A poesia como terapia para o desemprego
No XI Encontro de Poetas do Concelho de Vila Franca de Xira quatro poetas foram convidados para falar das suas obras com o público presente. Isabel Brito Fonseca contou a O MIRANTE como a poesia a ajudou a preencher o vazio do desemprego.
Um sítio para gente que ama poesia. Assim foi descrito o XI Encontro de Poetas do Concelho de Vila Franca de Xira, que decorreu na tarde de sábado, 24 de Março, no salão nobre do Palácio da Quinta da Piedade, na Póvoa de Santa Iria, inserido nas comemorações municipais do Dia Mundial da Poesia, celebrado a 21 de Março.
Sentada no painel de poetas convidados estava Isabel Brito Fonseca que aos 46 anos encontrou na poesia uma forma de dar a volta ao desemprego. Desde criança que viu ser-lhe incutido o gosto pela literatura e foi já mais tarde que começou a preferir a poesia à prosa. Profissional na área de educação e formação de adultos, Isabel, natural de Vila Franca de Xira, nunca teve muito tempo para dedicar à sua paixão mas tudo isso mudou quando se viu desempregada. “Achei que em vez de ficar a deprimir e a olhar para o ar podia aproveitar o meu tempo para fazer aquilo que gosto verdadeiramente”, conta a O MIRANTE.
Das várias publicações de pequenos poemas em colectâneas a escrever um livro inteiramente da sua autoria foi um pequeno passo. Em 2017 lançou “Metamorfose e Supernovas” a convite da Pastelaria Studios, integrado na colecção “A Poesia pode durar um dia”. Nesse livro aproveitou para “inventar realidades diferentes” e a experiência acabou por ter um resultado bem melhor do que o que estava à espera com algumas centenas de exemplares já vendidos.

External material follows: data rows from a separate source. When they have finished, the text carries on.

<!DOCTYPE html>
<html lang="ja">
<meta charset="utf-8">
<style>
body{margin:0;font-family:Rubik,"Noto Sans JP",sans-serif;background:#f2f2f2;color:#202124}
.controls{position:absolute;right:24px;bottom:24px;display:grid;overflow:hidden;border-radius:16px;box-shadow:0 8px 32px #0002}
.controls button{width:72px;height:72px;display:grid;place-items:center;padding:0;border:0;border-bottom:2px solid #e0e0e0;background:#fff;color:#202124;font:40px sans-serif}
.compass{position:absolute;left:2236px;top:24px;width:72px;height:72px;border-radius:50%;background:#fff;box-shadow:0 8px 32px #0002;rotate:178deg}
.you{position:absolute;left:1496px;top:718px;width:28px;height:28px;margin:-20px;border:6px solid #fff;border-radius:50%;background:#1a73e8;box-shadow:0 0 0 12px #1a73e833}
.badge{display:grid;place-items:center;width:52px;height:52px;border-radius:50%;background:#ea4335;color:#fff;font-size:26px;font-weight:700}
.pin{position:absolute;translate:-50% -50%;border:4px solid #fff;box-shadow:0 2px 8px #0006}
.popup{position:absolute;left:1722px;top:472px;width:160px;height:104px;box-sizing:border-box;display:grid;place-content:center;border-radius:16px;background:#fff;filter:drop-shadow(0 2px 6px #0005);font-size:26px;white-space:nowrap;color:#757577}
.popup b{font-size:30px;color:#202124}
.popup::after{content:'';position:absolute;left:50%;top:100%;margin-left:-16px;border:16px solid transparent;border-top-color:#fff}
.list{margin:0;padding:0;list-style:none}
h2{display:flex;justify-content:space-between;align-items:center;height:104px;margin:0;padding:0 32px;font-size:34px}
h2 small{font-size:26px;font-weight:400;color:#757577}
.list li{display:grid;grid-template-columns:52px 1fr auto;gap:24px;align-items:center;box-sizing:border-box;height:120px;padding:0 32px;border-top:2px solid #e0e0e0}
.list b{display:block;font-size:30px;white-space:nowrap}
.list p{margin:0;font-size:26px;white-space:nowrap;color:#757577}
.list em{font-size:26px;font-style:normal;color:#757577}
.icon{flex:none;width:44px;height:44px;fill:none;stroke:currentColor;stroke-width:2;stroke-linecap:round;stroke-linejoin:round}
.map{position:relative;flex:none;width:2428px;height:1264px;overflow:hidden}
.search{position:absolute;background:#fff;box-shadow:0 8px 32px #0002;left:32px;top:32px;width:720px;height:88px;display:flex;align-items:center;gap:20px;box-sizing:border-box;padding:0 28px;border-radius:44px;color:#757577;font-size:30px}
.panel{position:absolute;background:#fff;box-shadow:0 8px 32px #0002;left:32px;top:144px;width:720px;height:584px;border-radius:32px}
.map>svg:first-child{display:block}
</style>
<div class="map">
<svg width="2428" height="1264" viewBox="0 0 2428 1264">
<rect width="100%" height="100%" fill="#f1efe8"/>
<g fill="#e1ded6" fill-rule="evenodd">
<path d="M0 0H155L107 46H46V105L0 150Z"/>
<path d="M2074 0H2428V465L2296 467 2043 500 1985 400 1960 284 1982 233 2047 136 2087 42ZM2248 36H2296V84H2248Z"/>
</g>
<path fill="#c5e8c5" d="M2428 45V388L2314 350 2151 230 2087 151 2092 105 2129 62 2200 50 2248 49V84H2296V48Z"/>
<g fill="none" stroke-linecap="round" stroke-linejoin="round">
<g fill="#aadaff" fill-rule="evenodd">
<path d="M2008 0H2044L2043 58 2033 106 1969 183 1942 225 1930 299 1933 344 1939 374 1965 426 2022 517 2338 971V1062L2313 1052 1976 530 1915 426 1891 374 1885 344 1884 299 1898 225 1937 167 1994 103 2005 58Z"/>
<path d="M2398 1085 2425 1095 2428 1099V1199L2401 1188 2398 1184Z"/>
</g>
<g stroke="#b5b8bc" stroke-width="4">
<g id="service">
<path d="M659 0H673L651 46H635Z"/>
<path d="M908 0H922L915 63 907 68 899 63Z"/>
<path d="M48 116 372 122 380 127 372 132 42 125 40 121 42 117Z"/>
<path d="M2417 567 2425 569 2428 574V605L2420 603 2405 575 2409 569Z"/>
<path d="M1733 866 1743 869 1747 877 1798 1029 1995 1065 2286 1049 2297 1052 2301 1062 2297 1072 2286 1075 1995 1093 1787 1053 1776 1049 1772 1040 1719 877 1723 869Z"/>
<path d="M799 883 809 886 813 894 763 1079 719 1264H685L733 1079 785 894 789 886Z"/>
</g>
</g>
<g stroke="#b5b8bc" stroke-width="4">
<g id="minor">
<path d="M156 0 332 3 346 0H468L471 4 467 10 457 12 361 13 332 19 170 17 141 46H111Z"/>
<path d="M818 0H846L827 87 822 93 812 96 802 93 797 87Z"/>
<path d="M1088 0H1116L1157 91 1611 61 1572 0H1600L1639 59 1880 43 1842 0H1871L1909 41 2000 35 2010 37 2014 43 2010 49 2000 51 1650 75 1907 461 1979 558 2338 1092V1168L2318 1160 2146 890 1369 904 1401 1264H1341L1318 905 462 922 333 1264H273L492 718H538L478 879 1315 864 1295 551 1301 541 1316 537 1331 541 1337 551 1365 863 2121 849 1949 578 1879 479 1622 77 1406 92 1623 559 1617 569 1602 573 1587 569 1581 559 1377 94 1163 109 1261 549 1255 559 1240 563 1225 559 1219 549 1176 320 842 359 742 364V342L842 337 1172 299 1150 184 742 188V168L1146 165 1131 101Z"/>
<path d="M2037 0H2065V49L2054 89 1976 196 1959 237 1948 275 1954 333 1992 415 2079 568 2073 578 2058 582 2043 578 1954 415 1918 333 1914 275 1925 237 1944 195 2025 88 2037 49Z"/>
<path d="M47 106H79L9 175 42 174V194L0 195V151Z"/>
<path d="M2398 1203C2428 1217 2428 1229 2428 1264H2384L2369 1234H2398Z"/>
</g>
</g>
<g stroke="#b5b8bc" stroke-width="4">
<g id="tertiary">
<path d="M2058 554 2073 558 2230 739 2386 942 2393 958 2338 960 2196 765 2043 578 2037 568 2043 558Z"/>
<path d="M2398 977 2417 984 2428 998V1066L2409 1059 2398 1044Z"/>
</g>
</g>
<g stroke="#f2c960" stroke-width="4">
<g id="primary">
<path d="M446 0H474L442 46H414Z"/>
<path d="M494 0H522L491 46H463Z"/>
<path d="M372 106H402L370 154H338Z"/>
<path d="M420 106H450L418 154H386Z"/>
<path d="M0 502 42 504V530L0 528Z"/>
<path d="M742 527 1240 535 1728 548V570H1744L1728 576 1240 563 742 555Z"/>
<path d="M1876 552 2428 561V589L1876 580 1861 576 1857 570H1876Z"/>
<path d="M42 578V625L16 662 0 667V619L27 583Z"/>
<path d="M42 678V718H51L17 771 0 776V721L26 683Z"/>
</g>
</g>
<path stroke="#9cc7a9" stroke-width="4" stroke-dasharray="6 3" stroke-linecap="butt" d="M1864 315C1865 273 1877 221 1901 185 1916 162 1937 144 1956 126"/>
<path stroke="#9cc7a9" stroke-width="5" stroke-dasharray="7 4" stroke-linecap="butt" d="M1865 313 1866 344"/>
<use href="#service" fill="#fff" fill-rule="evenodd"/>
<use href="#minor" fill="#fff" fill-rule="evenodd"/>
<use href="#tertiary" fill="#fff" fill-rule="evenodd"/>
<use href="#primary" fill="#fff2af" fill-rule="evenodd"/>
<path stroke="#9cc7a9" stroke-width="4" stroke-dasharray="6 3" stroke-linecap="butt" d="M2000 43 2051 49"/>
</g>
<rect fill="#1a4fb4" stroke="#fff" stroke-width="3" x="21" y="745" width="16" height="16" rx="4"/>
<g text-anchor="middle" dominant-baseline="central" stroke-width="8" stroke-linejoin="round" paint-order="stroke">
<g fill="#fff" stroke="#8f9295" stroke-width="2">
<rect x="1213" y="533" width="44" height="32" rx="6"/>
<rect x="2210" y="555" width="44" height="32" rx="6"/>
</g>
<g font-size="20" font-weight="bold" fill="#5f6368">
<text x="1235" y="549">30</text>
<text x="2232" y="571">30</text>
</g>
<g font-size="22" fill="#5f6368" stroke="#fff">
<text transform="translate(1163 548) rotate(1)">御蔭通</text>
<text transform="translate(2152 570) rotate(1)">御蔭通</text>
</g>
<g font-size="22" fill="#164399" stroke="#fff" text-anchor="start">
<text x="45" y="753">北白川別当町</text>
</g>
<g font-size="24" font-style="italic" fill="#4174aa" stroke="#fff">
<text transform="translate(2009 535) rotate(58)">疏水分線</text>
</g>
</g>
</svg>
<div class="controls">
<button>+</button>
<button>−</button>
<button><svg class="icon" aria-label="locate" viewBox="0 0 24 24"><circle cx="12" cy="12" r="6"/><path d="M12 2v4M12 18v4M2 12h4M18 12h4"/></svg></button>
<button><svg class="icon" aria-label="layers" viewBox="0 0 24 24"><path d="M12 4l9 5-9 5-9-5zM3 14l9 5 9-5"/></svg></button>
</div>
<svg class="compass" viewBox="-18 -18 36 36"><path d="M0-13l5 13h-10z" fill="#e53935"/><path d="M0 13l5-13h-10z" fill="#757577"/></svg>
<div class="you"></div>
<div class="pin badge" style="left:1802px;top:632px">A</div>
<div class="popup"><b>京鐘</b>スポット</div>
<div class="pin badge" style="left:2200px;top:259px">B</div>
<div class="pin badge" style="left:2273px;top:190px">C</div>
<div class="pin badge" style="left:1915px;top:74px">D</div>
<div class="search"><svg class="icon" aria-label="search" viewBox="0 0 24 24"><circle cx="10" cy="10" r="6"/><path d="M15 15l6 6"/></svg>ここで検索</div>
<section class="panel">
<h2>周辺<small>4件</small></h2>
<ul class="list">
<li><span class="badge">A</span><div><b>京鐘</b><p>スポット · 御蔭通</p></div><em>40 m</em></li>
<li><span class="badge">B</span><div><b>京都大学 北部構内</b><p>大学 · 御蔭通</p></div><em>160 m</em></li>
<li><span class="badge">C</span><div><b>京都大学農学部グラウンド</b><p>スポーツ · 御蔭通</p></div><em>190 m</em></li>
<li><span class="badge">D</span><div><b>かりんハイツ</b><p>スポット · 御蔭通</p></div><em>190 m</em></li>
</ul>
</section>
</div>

Ainda assim, Isabel Brito Fonseca recusa ser considerada uma poetisa, referindo que é apenas uma pessoa que gosta muito de ler e escrever e que isso vai continuar a ser apenas um passatempo. “O desemprego é sempre mau, mas proporcionou-me um momento que me deu bastante prazer porque estava a fazer efectivamente aquilo que gosto”, explicou. Isabel voltou a exercer a profissão, o que lhe retirou o tempo necessário para escrever poesia. Contudo, ainda mantém a ideia de ir lançando alguns textos e não recusa a hipótese de voltar a lançar outro livro.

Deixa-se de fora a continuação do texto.